▶ _PROVIDED ENTRIES_:
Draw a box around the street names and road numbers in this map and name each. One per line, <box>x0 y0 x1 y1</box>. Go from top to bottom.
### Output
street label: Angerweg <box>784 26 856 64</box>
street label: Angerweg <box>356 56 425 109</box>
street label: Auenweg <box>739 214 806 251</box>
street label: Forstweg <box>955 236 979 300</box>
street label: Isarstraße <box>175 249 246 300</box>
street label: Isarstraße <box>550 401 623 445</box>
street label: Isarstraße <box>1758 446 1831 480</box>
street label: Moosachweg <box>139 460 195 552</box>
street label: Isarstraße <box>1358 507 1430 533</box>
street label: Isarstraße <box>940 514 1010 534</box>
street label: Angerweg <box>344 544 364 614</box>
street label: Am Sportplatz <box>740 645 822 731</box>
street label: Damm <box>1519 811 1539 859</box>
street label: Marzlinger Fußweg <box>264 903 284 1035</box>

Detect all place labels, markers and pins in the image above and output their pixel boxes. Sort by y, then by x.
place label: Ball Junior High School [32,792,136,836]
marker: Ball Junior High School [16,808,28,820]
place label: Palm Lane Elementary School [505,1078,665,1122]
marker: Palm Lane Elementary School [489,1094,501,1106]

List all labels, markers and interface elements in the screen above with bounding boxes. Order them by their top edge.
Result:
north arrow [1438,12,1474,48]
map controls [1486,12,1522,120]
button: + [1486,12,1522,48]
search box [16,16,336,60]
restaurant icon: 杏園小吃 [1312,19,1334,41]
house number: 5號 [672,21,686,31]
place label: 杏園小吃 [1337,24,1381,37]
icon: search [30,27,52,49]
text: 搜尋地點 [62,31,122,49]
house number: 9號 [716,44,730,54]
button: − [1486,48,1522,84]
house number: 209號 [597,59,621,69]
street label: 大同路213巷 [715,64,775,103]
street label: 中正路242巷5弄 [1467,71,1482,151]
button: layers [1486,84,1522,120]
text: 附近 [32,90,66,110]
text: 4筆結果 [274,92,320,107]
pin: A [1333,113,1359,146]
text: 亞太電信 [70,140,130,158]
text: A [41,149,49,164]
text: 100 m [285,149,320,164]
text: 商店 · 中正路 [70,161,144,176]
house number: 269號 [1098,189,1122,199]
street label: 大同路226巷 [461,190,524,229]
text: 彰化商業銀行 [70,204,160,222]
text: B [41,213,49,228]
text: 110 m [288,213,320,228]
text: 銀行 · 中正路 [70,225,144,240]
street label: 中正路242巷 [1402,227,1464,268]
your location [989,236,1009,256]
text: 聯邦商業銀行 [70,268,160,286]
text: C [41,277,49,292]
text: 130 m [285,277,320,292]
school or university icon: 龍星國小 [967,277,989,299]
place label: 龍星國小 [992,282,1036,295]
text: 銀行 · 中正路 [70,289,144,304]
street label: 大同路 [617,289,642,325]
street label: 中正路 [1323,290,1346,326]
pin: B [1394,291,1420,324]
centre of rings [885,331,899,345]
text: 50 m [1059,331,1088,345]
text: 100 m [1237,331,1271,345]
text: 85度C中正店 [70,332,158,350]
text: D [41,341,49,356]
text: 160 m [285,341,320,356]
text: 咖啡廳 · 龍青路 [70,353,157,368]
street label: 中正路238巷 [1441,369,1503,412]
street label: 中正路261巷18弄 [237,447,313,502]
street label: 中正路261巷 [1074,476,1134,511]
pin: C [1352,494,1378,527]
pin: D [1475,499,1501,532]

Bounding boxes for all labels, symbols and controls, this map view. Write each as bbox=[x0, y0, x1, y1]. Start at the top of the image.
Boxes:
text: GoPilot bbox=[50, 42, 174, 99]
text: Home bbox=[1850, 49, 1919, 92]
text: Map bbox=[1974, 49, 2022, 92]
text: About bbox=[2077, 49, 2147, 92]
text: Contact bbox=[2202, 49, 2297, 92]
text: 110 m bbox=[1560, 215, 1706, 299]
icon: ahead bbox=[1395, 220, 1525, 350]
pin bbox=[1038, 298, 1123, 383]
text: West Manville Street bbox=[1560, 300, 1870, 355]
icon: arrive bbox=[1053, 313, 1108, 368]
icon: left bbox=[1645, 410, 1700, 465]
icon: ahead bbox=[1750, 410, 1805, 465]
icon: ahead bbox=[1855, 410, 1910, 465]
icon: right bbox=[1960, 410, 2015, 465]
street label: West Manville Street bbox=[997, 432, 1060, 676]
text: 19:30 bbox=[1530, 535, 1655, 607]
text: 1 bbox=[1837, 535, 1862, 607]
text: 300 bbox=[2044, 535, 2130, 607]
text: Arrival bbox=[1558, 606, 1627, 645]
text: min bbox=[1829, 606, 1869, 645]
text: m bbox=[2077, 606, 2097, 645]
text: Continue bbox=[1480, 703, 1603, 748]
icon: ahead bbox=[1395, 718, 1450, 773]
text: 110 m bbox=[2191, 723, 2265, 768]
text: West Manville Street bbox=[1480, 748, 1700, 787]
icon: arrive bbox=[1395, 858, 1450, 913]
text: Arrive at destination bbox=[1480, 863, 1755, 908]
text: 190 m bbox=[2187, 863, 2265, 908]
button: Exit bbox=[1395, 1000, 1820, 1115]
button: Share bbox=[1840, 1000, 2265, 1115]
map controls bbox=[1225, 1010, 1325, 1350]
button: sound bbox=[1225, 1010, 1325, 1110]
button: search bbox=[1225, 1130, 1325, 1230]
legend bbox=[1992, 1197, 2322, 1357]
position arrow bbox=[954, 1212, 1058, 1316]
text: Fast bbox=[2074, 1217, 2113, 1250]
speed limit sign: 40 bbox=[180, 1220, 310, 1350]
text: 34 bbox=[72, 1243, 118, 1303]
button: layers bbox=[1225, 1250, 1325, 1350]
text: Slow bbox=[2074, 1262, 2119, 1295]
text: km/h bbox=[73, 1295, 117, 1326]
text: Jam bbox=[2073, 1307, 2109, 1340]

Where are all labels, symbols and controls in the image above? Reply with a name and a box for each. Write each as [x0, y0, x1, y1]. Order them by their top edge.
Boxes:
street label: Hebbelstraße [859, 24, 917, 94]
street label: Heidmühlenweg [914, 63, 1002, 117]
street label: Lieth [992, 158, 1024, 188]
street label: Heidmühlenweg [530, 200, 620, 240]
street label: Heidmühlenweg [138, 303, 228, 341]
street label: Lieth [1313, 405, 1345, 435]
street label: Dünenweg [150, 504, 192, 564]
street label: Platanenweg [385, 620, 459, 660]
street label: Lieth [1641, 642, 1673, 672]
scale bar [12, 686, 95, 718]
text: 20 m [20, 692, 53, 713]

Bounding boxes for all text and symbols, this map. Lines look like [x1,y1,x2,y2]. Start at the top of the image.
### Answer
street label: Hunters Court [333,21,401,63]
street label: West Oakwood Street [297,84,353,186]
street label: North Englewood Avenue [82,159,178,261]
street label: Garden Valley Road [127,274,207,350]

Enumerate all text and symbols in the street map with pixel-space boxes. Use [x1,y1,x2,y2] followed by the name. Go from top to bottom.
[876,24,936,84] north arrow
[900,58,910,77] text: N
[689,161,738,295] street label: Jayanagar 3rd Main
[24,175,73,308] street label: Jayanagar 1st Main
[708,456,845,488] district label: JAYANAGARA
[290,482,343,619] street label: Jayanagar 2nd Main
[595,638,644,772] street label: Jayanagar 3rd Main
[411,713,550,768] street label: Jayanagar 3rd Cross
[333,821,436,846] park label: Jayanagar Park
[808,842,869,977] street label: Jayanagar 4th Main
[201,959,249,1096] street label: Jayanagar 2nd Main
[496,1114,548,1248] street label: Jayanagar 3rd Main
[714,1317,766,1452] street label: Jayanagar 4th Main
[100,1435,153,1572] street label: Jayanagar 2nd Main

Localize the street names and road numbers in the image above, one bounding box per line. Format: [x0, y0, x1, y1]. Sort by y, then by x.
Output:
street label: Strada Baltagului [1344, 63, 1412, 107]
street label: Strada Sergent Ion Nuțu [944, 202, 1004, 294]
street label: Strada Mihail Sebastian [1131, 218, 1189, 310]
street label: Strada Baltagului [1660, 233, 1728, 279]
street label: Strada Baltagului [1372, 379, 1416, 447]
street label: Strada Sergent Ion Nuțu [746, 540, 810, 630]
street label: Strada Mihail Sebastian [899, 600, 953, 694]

▶ _TASK GOAL_:
Identify the lines above that contain the word "Write", then copy them.

▶ _SOLUTION FOR THIS PROBLEM_:
Bounding boxes for all labels, symbols and controls, this map view. Write each as bbox=[x0, y0, x1, y1]. Start at the top of the image.
Where are all labels, symbols and controls in the image above? Reply with a name and a box for each. Write each as [x0, y0, x1, y1]. Order them by their top edge.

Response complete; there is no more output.